WHAT THE TASK REQUIRES> Among the entries, find the lines with the string "service" and report them.

INFORMATION SHOWN: Begin

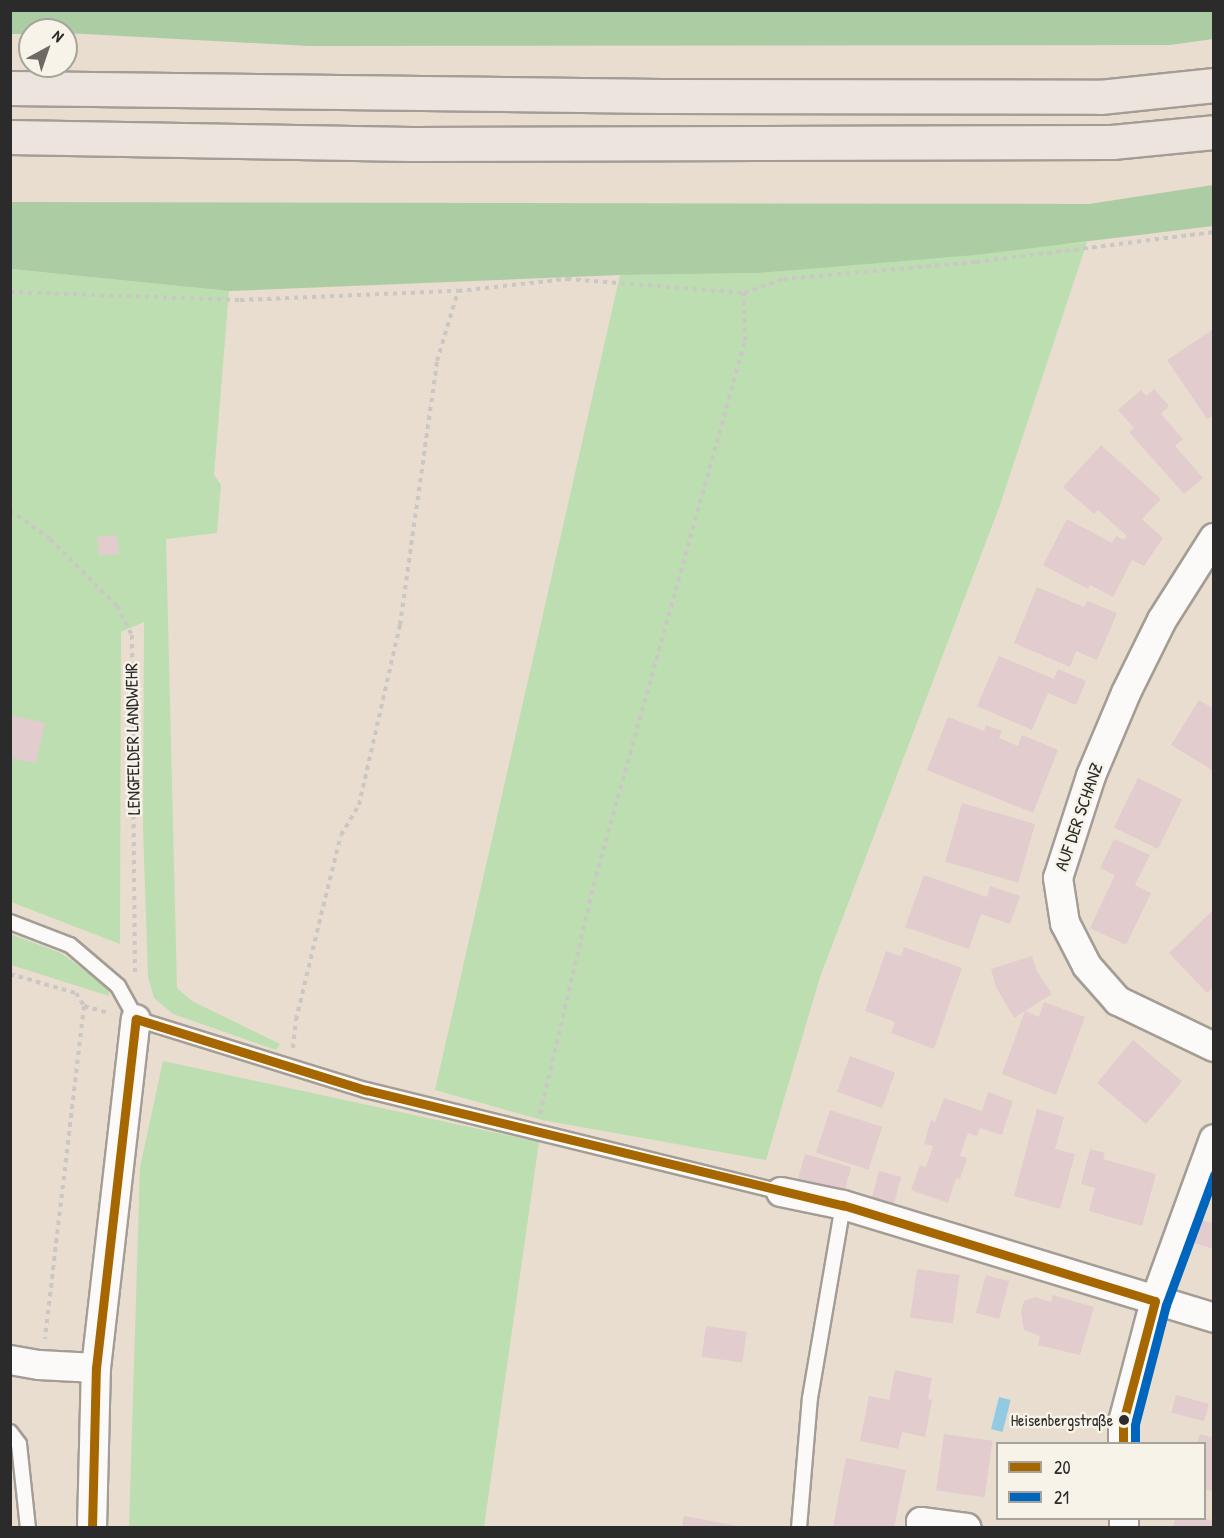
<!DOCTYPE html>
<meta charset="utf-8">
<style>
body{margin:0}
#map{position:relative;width:1224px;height:1538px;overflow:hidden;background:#e9ddcf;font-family:"Patrick Hand",sans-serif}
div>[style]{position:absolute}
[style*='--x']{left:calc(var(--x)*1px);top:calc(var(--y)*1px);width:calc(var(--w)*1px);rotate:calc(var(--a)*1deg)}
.green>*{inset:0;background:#bddeb1}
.forest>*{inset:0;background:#accca4}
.water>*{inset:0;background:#92cbe1;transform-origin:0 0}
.building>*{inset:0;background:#e2ccce;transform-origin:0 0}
.path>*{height:4px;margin-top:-2px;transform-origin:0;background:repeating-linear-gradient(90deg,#cac7c4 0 4.5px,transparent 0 9px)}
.roads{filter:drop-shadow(2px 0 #a49d95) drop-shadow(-2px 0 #a49d95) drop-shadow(0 2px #a49d95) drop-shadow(0 -2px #a49d95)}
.service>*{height:14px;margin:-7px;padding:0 7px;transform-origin:7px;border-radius:7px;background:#fcfaf8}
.minor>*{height:28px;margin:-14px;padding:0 14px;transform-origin:14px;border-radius:14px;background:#fcfaf8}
.trunk>*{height:33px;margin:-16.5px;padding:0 16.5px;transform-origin:16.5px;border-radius:16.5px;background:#ede5dd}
.bus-1>*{height:9px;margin:-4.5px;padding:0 4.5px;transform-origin:4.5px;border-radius:4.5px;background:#a76700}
.bus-2>*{height:9px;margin:-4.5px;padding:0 4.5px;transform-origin:4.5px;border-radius:4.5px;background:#0065bd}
.dots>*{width:16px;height:16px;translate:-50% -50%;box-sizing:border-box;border:3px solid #f7f3e8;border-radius:50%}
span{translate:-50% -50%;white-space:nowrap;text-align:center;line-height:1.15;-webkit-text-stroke:5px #f7f3e8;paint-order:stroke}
.bus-label{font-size:16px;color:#2b2b2b}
.right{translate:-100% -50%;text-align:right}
.street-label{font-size:18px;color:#2b2b2b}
.frame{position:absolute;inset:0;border:12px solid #2b2b2b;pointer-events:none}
.legend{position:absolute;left:996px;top:1442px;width:210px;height:78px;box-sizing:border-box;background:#f7f3e8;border:2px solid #a5a39c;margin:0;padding:8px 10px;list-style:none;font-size:18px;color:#2b2b2b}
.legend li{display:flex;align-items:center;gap:12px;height:30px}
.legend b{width:30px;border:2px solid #a5a39c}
.north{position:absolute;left:18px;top:18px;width:60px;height:60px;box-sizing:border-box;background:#f7f3e8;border:2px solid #a5a39c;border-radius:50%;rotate:40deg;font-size:16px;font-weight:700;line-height:24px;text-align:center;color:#2b2b2b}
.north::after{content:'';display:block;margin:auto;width:21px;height:27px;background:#6e6964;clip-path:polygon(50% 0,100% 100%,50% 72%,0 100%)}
</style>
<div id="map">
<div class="green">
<i style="clip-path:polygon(1087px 242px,1000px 505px,820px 977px,766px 1160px,542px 1120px,435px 1090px,620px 275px,759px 273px)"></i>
<i style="clip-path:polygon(10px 269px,229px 291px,214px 475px,221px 485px,217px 533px,166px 539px,177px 988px,192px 1001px,280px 1044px,276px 1050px,173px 1014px,154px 998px,148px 977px,143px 827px,144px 622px,121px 632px,120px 944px,11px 902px)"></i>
<i style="clip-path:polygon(10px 934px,61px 953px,109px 988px,109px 996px,11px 965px)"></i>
<i style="clip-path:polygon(163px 1061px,539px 1142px,484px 1527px,129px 1527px,140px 1167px)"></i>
</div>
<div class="forest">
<i style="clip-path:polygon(1213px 10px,1213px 39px,1170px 45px,309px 46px,66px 33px,66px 30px,30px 30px,30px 34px,10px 34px,11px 10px)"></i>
<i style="clip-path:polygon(1213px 185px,1213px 226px,975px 255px,759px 273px,620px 275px,229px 291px,11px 269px,11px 202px,1089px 204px)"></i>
</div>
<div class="water">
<i style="left:999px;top:1397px;width:12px;height:33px;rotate:14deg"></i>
</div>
<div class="building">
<i style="clip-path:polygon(1212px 330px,1214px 415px,1207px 419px,1167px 360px)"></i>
<i style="clip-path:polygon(1154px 389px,1169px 406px,1161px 414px,1183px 439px,1175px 446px,1203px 478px,1184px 494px,1129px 432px,1134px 428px,1118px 410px,1141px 390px,1146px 396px)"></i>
<i style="clip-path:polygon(1101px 445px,1161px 499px,1142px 519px,1163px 538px,1144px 566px,1132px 560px,1113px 597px,1090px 585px,1088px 589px,1043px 565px,1067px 519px,1112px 543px,1116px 536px,1124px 540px,1127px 536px,1098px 510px,1094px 514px,1063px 487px)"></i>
<i style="left:117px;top:535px;width:19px;height:20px;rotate:84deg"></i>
<i style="clip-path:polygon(1037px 587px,1084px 607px,1087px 601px,1117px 613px,1097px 660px,1076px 651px,1070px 667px,1014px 643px)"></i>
<i style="clip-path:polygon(999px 656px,1054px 679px,1058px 669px,1086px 681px,1076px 705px,1048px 693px,1032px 730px,977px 706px)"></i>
<i style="clip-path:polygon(1199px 700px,1214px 709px,1214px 771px,1171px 745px)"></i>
<i style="clip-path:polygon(10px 715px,45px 723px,36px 763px,10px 758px)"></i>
<i style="clip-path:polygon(948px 717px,984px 731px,986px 725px,1002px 731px,999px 738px,1018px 746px,1022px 735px,1058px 750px,1033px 813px,927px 770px)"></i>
<i style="left:1138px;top:778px;width:49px;height:55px;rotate:26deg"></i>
<i style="left:962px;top:803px;width:76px;height:61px;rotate:16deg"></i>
<i style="clip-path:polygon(1114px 839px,1150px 855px,1135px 885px,1151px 893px,1126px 945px,1090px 928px,1115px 875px,1100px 868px)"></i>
<i style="clip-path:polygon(924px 875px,987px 897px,990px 886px,1020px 896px,1010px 924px,981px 914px,969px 949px,905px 927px)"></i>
<i style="clip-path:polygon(1214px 909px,1214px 987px,1207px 993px,1169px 953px)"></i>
<i style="clip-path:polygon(904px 947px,962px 968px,934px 1049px,891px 1033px,895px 1022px,865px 1011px,886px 951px,901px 956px)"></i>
<i style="clip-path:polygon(1032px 956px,1037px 971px,1052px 994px,1014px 1018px,996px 987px,991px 969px)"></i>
<i style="clip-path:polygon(1044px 1002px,1085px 1017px,1056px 1095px,1002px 1074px,1025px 1011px,1039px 1017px)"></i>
<i style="left:1133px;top:1040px;width:64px;height:56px;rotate:40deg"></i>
<i style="left:850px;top:1056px;width:48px;height:38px;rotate:20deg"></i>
<i style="clip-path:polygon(988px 1092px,1013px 1101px,1002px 1135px,980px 1128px,977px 1136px,968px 1133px,960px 1156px,967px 1158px,960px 1179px,956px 1178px,948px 1203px,911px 1190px,920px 1165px,926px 1167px,933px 1146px,924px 1144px,931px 1120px,935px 1122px,944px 1098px,982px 1111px)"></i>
<i style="clip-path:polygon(1037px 1109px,1064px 1117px,1055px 1149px,1075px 1154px,1060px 1209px,1014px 1196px)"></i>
<i style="left:830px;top:1110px;width:55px;height:45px;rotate:18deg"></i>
<i style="clip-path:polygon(1090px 1149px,1105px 1153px,1103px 1159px,1156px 1174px,1142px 1226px,1089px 1211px,1095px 1188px,1081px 1184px)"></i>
<i style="left:805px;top:1154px;width:48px;height:28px;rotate:16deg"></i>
<i style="left:879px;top:1171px;width:23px;height:31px;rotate:15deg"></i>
<i style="clip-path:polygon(1201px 1220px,1214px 1223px,1214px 1249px,1194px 1243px)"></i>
<i style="left:917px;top:1269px;width:43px;height:49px;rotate:8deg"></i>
<i style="left:986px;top:1275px;width:24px;height:39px;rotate:15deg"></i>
<i style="clip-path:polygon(1053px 1295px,1094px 1307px,1080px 1355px,1038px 1345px,1040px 1336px,1024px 1330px,1021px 1312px,1024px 1301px,1035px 1297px,1051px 1302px)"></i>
<i style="left:706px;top:1326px;width:41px;height:31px;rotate:8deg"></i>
<i style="clip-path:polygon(895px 1370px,932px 1378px,928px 1399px,932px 1400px,925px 1437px,902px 1432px,898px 1449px,860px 1441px,869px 1396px,889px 1400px)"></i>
<i style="left:1176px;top:1395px;width:34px;height:18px;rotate:15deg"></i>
<i style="left:944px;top:1434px;width:49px;height:57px;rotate:8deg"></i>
<i style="clip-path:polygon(1200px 1434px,1214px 1438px,1214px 1491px,1204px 1489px,1204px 1443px,1197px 1443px)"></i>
<i style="clip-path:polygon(846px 1458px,906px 1470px,894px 1527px,833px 1527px)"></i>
<i style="clip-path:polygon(684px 1516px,738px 1526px,738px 1527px,682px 1527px)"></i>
<i style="clip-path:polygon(1175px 1518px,1204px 1518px,1214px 1521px,1214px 1527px,1173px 1527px)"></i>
</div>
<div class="path">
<i style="--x:10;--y:292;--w:230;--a:2"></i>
<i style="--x:240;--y:300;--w:218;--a:-2.4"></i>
<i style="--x:458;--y:291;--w:110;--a:-6.3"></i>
<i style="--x:567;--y:279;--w:178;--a:4.5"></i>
<i style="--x:744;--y:293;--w:41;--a:-19.7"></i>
<i style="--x:783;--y:279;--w:194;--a:-5"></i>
<i style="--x:976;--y:262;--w:240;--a:-7.2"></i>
<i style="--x:10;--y:510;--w:49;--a:35.9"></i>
<i style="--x:50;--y:539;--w:95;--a:45"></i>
<i style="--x:117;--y:606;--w:33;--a:63"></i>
<i style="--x:132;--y:635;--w:339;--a:89.5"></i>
<i style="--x:10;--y:974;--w:69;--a:16.1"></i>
<i style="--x:76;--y:993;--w:15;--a:58"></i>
<i style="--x:84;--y:1006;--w:335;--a:96.7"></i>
<i style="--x:84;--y:1006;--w:26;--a:16"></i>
<i style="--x:293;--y:1048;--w:28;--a:-84"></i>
<i style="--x:296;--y:1020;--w:108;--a:-76.6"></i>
<i style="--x:321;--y:915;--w:82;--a:-76"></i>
<i style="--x:341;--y:835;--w:35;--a:-59"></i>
<i style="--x:359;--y:805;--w:185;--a:-77.2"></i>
<i style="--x:400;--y:625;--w:267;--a:-82"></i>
<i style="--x:437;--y:361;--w:73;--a:-73.3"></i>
<i style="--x:540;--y:1114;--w:244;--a:-76.8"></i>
<i style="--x:596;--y:876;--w:555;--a:-74.44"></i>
<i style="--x:745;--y:341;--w:48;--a:-91.2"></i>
</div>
<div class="roads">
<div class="service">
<i style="--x:10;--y:922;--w:64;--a:21"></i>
<i style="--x:70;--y:945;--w:63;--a:40.5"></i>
<i style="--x:118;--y:986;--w:38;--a:61"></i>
<i style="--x:136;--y:1019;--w:241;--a:17.2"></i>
<i style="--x:366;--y:1090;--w:427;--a:13.8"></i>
<i style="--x:10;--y:1432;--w:15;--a:53"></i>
<i style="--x:19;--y:1444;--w:84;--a:83.9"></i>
<i style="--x:799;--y:1528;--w:130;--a:-85.2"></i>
<i style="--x:810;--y:1398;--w:196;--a:-80.3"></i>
</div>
<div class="minor">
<i style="--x:1214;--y:538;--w:97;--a:122.4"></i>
<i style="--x:1162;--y:620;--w:81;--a:116.3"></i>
<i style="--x:1126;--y:693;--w:90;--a:112.9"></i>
<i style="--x:1091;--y:776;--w:107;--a:107.9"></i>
<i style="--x:1058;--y:878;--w:46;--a:81.2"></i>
<i style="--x:1065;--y:923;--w:48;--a:62.9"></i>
<i style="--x:1087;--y:966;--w:47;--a:48.5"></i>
<i style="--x:1118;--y:1001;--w:106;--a:25.6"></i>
<i style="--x:781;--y:1192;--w:63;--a:11.8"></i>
<i style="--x:843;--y:1205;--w:388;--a:16.9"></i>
<i style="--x:10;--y:1360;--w:29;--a:10"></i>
<i style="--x:39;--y:1365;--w:57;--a:3"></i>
<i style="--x:1123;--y:1444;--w:22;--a:-90"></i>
<i style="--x:1123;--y:1422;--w:125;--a:-75.2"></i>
<i style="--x:1155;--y:1301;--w:172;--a:-70"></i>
<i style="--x:1124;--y:1518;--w:10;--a:90"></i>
<i style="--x:92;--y:1528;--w:160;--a:-88.6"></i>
<i style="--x:96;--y:1368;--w:351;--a:-83.5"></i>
<i style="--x:921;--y:1528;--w:6;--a:-90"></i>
<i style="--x:921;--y:1522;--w:46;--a:7.4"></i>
</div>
<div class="trunk">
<i style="--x:10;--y:88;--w:651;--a:0.7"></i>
<i style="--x:661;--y:96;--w:439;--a:0.1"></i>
<i style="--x:1100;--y:97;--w:115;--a:-6"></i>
<i style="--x:10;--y:137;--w:401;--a:1"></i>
<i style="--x:411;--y:144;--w:701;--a:-0.16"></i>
<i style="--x:1112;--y:142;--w:102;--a:-5.6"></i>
</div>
</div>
<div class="bus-1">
<i style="--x:92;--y:1528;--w:160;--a:-88.6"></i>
<i style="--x:96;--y:1368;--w:351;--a:-83.5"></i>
<i style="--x:136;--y:1019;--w:241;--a:17.2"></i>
<i style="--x:366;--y:1090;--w:491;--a:13.6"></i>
<i style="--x:843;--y:1205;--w:326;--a:17.1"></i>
<i style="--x:1155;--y:1301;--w:125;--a:104.8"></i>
<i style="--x:1123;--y:1422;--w:22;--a:90"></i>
</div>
<div class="bus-2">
<i style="--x:1135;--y:1444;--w:20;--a:-90"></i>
<i style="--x:1135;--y:1424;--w:123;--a:-75.4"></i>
<i style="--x:1166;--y:1305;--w:139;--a:-69.7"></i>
</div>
<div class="dots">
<i style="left:1124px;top:1420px;background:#2b2b2b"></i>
</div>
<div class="bus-label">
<span class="right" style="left:1113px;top:1420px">Heisenbergstraße</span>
</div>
<div class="street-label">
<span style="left:133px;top:739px;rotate:-91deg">LENGFELDER LANDWEHR</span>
<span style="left:1079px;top:817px;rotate:-71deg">AUF DER SCHANZ</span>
</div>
<div class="frame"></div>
<ul class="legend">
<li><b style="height:8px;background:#a76700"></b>20</li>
<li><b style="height:8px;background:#0065bd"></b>21</li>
</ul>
<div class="north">N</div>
</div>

INFORMATION SHOWN: End

RESPONSE BELOW>
.service>*{height:14px;margin:-7px;padding:0 7px;transform-origin:7px;border-radius:7px;background:#fcfaf8}
<div class="service">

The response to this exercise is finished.